* _Assigned task_: Return all lines of the data in which the string "positions" occurs.

★ ★ ★ ★ ★ ★ ★

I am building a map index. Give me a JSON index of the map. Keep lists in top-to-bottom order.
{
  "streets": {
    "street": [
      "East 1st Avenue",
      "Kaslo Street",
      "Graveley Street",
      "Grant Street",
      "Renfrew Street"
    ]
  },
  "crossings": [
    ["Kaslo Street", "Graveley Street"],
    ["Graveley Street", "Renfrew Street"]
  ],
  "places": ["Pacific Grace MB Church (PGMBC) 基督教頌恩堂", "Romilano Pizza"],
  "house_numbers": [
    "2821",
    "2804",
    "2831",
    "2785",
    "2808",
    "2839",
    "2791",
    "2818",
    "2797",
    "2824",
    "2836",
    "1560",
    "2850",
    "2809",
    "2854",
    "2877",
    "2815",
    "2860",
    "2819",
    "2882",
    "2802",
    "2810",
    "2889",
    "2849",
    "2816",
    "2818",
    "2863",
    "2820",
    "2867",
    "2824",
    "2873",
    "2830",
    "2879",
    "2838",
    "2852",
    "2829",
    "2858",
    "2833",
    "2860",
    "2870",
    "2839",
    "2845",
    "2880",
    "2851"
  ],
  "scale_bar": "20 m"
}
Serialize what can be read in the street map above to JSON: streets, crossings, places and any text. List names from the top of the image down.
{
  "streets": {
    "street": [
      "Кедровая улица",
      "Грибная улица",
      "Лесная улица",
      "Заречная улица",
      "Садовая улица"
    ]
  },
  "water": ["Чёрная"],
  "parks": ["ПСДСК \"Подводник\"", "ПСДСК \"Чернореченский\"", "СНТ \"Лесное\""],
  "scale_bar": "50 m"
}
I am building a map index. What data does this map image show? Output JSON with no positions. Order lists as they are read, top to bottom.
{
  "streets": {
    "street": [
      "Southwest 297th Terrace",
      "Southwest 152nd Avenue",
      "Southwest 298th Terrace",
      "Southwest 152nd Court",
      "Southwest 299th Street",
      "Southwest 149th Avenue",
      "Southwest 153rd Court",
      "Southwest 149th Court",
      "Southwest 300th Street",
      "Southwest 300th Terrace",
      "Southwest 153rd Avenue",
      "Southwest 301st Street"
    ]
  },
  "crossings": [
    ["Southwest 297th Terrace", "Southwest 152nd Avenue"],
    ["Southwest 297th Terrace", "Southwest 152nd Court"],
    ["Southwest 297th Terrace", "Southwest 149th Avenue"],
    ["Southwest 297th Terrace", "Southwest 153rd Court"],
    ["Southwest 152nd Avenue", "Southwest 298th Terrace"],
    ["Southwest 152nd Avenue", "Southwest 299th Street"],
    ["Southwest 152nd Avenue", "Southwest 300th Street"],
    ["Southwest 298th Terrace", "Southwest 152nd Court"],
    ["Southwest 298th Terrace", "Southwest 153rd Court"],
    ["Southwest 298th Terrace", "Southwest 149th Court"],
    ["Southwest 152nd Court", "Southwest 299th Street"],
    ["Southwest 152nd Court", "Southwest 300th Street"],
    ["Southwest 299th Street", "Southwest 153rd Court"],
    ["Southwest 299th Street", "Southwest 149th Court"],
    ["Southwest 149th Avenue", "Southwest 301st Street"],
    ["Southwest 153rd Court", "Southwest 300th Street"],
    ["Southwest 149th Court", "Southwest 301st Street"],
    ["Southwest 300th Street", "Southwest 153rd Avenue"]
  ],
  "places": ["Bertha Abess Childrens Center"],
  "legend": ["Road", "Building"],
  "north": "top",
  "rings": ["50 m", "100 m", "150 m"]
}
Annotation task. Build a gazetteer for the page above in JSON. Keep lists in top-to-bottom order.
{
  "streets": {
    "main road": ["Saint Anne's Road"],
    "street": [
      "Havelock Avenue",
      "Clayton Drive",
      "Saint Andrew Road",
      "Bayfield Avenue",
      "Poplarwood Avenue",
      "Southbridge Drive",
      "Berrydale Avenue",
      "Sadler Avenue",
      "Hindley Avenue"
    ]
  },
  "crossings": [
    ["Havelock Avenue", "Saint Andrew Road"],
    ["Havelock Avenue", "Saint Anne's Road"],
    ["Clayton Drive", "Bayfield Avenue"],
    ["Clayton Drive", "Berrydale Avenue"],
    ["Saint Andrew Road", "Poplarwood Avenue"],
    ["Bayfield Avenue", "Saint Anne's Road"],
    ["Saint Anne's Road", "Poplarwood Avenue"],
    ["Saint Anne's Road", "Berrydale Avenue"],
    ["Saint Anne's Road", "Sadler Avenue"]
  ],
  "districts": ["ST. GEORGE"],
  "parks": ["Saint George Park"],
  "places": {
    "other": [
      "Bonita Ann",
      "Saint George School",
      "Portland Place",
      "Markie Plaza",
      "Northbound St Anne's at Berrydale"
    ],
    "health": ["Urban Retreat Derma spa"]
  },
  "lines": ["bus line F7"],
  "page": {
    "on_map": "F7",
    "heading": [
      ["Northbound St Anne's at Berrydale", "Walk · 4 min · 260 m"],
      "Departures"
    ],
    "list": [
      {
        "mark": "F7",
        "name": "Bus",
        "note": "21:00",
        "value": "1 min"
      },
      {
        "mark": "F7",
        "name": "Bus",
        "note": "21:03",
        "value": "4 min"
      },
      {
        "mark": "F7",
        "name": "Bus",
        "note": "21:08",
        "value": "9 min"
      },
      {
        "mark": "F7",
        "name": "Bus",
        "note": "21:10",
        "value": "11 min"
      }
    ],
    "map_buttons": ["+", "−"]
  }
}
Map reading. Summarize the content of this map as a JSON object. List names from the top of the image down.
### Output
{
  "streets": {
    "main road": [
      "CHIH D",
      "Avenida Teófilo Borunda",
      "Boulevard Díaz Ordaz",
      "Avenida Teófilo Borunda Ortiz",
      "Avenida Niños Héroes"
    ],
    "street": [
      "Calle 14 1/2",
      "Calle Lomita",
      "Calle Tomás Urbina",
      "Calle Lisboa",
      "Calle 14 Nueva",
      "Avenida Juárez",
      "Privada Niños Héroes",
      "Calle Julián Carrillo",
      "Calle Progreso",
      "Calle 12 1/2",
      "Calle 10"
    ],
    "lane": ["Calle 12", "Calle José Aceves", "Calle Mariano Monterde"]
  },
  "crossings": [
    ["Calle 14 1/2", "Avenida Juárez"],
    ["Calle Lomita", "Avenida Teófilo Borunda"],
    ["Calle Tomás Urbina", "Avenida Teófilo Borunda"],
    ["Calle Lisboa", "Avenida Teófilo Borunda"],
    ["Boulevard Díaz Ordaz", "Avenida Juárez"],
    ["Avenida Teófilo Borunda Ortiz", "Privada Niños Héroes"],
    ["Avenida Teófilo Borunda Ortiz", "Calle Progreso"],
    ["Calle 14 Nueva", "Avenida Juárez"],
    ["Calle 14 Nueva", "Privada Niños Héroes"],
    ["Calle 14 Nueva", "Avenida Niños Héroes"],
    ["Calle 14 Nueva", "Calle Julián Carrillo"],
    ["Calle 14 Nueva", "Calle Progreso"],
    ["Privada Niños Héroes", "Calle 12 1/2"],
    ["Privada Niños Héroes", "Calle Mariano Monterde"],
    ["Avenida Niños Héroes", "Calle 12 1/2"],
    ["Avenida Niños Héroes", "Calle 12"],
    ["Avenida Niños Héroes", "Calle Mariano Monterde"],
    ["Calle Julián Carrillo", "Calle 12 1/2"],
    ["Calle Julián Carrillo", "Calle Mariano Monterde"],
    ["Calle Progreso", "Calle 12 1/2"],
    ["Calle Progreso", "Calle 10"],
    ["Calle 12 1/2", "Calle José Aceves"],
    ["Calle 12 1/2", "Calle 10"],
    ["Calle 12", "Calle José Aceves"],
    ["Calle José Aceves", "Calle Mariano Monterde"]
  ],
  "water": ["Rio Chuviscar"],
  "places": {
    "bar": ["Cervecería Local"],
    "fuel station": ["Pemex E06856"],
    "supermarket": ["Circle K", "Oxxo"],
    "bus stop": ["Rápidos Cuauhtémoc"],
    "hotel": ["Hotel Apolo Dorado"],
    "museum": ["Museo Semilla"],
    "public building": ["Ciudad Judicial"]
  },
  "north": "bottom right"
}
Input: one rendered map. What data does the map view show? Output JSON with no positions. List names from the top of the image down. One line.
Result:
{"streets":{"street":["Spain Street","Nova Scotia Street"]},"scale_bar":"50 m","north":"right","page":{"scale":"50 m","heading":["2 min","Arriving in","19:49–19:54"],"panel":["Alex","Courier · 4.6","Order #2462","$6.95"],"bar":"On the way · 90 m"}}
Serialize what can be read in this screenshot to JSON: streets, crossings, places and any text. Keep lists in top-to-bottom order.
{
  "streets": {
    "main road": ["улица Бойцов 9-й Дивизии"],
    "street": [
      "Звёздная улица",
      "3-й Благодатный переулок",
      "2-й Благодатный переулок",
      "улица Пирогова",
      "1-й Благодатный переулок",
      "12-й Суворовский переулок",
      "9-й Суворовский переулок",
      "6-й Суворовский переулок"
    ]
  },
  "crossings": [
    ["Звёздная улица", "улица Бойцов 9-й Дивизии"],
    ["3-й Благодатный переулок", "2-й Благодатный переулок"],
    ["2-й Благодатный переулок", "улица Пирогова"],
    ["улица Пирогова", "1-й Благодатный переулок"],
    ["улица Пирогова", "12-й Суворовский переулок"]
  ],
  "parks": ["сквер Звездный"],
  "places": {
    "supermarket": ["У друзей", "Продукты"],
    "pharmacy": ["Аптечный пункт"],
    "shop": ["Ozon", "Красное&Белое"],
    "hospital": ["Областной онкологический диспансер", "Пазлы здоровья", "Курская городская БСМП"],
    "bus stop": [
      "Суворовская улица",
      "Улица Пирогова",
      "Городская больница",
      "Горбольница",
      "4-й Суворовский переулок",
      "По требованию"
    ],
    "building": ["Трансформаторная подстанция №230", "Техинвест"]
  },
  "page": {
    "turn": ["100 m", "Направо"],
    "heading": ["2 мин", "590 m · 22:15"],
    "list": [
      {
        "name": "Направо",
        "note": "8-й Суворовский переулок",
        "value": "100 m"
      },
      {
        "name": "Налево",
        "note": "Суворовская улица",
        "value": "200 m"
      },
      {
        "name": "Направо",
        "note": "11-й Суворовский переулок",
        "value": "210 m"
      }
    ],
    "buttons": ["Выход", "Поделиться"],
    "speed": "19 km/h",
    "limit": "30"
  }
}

★ ★ ★ ★ ★ ★ ★

* _Solution to the problem_:
I am building a map index. What data does this map image show? Output JSON with no positions. Order lists as they are read, top to bottom.
Input: one rendered map. What data does the map view show? Output JSON with no positions. List names from the top of the image down. One line.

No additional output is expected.